- [AIM OF THE EXERCISE]: An exact, complete copy of the lines below is the expected answer.

◇ ◇ ◇

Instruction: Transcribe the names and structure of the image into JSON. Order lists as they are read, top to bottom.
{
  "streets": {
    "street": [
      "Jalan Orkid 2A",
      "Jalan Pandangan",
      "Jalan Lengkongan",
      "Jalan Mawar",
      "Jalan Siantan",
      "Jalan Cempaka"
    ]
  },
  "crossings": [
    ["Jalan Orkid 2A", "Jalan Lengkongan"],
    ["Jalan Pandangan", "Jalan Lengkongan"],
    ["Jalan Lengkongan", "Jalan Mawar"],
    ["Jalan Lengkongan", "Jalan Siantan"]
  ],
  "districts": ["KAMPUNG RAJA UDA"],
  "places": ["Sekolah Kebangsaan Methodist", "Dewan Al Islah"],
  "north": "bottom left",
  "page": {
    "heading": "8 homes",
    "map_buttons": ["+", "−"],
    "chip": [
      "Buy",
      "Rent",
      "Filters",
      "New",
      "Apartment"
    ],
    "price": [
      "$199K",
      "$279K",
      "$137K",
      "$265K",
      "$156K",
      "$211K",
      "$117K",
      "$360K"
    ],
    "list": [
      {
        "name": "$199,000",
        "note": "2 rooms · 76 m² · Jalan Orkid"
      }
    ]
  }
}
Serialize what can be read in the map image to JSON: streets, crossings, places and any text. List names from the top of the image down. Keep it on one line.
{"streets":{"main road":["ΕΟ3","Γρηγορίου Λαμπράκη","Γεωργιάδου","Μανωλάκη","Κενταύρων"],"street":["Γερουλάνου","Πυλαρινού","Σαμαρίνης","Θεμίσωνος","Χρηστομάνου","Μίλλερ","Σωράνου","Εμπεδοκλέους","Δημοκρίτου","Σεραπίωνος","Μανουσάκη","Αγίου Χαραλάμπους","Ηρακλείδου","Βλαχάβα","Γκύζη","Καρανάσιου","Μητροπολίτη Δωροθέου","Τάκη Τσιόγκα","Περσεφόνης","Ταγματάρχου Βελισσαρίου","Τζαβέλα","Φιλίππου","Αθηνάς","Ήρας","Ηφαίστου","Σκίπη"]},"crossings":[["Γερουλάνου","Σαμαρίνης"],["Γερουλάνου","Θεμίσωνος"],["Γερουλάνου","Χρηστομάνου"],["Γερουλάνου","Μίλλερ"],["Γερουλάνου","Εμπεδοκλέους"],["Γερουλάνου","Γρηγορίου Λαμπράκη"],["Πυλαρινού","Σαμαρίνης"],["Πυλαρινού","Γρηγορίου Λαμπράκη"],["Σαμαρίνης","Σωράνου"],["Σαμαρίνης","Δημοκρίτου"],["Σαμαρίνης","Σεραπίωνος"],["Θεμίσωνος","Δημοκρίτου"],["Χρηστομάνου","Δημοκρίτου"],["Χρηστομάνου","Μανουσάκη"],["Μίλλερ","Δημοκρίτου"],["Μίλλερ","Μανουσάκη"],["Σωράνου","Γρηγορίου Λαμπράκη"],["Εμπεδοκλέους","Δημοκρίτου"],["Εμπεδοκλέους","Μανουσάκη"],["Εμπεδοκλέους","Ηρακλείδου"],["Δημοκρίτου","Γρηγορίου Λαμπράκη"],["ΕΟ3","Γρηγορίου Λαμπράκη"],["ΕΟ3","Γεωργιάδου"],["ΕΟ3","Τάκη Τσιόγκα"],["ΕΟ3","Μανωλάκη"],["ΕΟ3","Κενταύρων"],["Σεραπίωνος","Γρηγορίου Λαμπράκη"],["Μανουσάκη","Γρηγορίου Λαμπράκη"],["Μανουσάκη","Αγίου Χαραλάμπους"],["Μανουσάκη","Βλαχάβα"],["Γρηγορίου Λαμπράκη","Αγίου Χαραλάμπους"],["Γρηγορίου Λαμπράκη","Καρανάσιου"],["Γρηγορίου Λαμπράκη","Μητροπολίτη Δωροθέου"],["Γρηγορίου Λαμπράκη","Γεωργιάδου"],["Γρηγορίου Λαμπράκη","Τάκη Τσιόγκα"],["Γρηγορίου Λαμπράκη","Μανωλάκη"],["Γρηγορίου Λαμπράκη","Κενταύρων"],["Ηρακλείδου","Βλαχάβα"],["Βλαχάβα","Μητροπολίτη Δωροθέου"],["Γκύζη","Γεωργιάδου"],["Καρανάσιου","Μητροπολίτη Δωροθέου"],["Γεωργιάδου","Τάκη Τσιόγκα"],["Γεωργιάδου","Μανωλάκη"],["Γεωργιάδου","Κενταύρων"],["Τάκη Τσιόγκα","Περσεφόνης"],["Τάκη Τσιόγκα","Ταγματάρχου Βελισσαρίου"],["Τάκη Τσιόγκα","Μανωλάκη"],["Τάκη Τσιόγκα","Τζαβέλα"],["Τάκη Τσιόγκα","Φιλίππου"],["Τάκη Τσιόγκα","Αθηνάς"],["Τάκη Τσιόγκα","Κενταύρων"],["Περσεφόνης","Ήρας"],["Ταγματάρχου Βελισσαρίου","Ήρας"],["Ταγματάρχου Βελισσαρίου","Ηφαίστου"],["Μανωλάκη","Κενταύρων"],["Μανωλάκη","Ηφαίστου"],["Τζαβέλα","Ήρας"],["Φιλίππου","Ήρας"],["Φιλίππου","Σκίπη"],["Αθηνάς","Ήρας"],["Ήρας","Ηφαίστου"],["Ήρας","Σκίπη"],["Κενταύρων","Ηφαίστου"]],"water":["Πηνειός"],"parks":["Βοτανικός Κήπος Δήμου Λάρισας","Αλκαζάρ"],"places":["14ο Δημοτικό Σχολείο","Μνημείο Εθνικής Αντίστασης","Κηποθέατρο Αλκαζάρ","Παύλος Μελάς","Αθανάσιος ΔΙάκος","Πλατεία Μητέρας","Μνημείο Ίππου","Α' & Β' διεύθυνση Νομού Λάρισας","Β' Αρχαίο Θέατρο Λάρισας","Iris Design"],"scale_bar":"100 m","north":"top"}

◇ ◇ ◇

- [ANSWER SPACE]:
Instruction: Transcribe the names and structure of the image into JSON. Order lists as they are read, top to bottom.
{
  "streets": {
    "street": [
      "Jalan Orkid 2A",
      "Jalan Pandangan",
      "Jalan Lengkongan",
      "Jalan Mawar",
      "Jalan Siantan",
      "Jalan Cempaka"
    ]
  },
  "crossings": [
    ["Jalan Orkid 2A", "Jalan Lengkongan"],
    ["Jalan Pandangan", "Jalan Lengkongan"],
    ["Jalan Lengkongan", "Jalan Mawar"],
    ["Jalan Lengkongan", "Jalan Siantan"]
  ],
  "districts": ["KAMPUNG RAJA UDA"],
  "places": ["Sekolah Kebangsaan Methodist", "Dewan Al Islah"],
  "north": "bottom left",
  "page": {
    "heading": "8 homes",
    "map_buttons": ["+", "−"],
    "chip": [
      "Buy",
      "Rent",
      "Filters",
      "New",
      "Apartment"
    ],
    "price": [
      "$199K",
      "$279K",
      "$137K",
      "$265K",
      "$156K",
      "$211K",
      "$117K",
      "$360K"
    ],
    "list": [
      {
        "name": "$199,000",
        "note": "2 rooms · 76 m² · Jalan Orkid"
      }
    ]
  }
}
Serialize what can be read in the map image to JSON: streets, crossings, places and any text. List names from the top of the image down. Keep it on one line.
{"streets":{"main road":["ΕΟ3","Γρηγορίου Λαμπράκη","Γεωργιάδου","Μανωλάκη","Κενταύρων"],"street":["Γερουλάνου","Πυλαρινού","Σαμαρίνης","Θεμίσωνος","Χρηστομάνου","Μίλλερ","Σωράνου","Εμπεδοκλέους","Δημοκρίτου","Σεραπίωνος","Μανουσάκη","Αγίου Χαραλάμπους","Ηρακλείδου","Βλαχάβα","Γκύζη","Καρανάσιου","Μητροπολίτη Δωροθέου","Τάκη Τσιόγκα","Περσεφόνης","Ταγματάρχου Βελισσαρίου","Τζαβέλα","Φιλίππου","Αθηνάς","Ήρας","Ηφαίστου","Σκίπη"]},"crossings":[["Γερουλάνου","Σαμαρίνης"],["Γερουλάνου","Θεμίσωνος"],["Γερουλάνου","Χρηστομάνου"],["Γερουλάνου","Μίλλερ"],["Γερουλάνου","Εμπεδοκλέους"],["Γερουλάνου","Γρηγορίου Λαμπράκη"],["Πυλαρινού","Σαμαρίνης"],["Πυλαρινού","Γρηγορίου Λαμπράκη"],["Σαμαρίνης","Σωράνου"],["Σαμαρίνης","Δημοκρίτου"],["Σαμαρίνης","Σεραπίωνος"],["Θεμίσωνος","Δημοκρίτου"],["Χρηστομάνου","Δημοκρίτου"],["Χρηστομάνου","Μανουσάκη"],["Μίλλερ","Δημοκρίτου"],["Μίλλερ","Μανουσάκη"],["Σωράνου","Γρηγορίου Λαμπράκη"],["Εμπεδοκλέους","Δημοκρίτου"],["Εμπεδοκλέους","Μανουσάκη"],["Εμπεδοκλέους","Ηρακλείδου"],["Δημοκρίτου","Γρηγορίου Λαμπράκη"],["ΕΟ3","Γρηγορίου Λαμπράκη"],["ΕΟ3","Γεωργιάδου"],["ΕΟ3","Τάκη Τσιόγκα"],["ΕΟ3","Μανωλάκη"],["ΕΟ3","Κενταύρων"],["Σεραπίωνος","Γρηγορίου Λαμπράκη"],["Μανουσάκη","Γρηγορίου Λαμπράκη"],["Μανουσάκη","Αγίου Χαραλάμπους"],["Μανουσάκη","Βλαχάβα"],["Γρηγορίου Λαμπράκη","Αγίου Χαραλάμπους"],["Γρηγορίου Λαμπράκη","Καρανάσιου"],["Γρηγορίου Λαμπράκη","Μητροπολίτη Δωροθέου"],["Γρηγορίου Λαμπράκη","Γεωργιάδου"],["Γρηγορίου Λαμπράκη","Τάκη Τσιόγκα"],["Γρηγορίου Λαμπράκη","Μανωλάκη"],["Γρηγορίου Λαμπράκη","Κενταύρων"],["Ηρακλείδου","Βλαχάβα"],["Βλαχάβα","Μητροπολίτη Δωροθέου"],["Γκύζη","Γεωργιάδου"],["Καρανάσιου","Μητροπολίτη Δωροθέου"],["Γεωργιάδου","Τάκη Τσιόγκα"],["Γεωργιάδου","Μανωλάκη"],["Γεωργιάδου","Κενταύρων"],["Τάκη Τσιόγκα","Περσεφόνης"],["Τάκη Τσιόγκα","Ταγματάρχου Βελισσαρίου"],["Τάκη Τσιόγκα","Μανωλάκη"],["Τάκη Τσιόγκα","Τζαβέλα"],["Τάκη Τσιόγκα","Φιλίππου"],["Τάκη Τσιόγκα","Αθηνάς"],["Τάκη Τσιόγκα","Κενταύρων"],["Περσεφόνης","Ήρας"],["Ταγματάρχου Βελισσαρίου","Ήρας"],["Ταγματάρχου Βελισσαρίου","Ηφαίστου"],["Μανωλάκη","Κενταύρων"],["Μανωλάκη","Ηφαίστου"],["Τζαβέλα","Ήρας"],["Φιλίππου","Ήρας"],["Φιλίππου","Σκίπη"],["Αθηνάς","Ήρας"],["Ήρας","Ηφαίστου"],["Ήρας","Σκίπη"],["Κενταύρων","Ηφαίστου"]],"water":["Πηνειός"],"parks":["Βοτανικός Κήπος Δήμου Λάρισας","Αλκαζάρ"],"places":["14ο Δημοτικό Σχολείο","Μνημείο Εθνικής Αντίστασης","Κηποθέατρο Αλκαζάρ","Παύλος Μελάς","Αθανάσιος ΔΙάκος","Πλατεία Μητέρας","Μνημείο Ίππου","Α' & Β' διεύθυνση Νομού Λάρισας","Β' Αρχαίο Θέατρο Λάρισας","Iris Design"],"scale_bar":"100 m","north":"top"}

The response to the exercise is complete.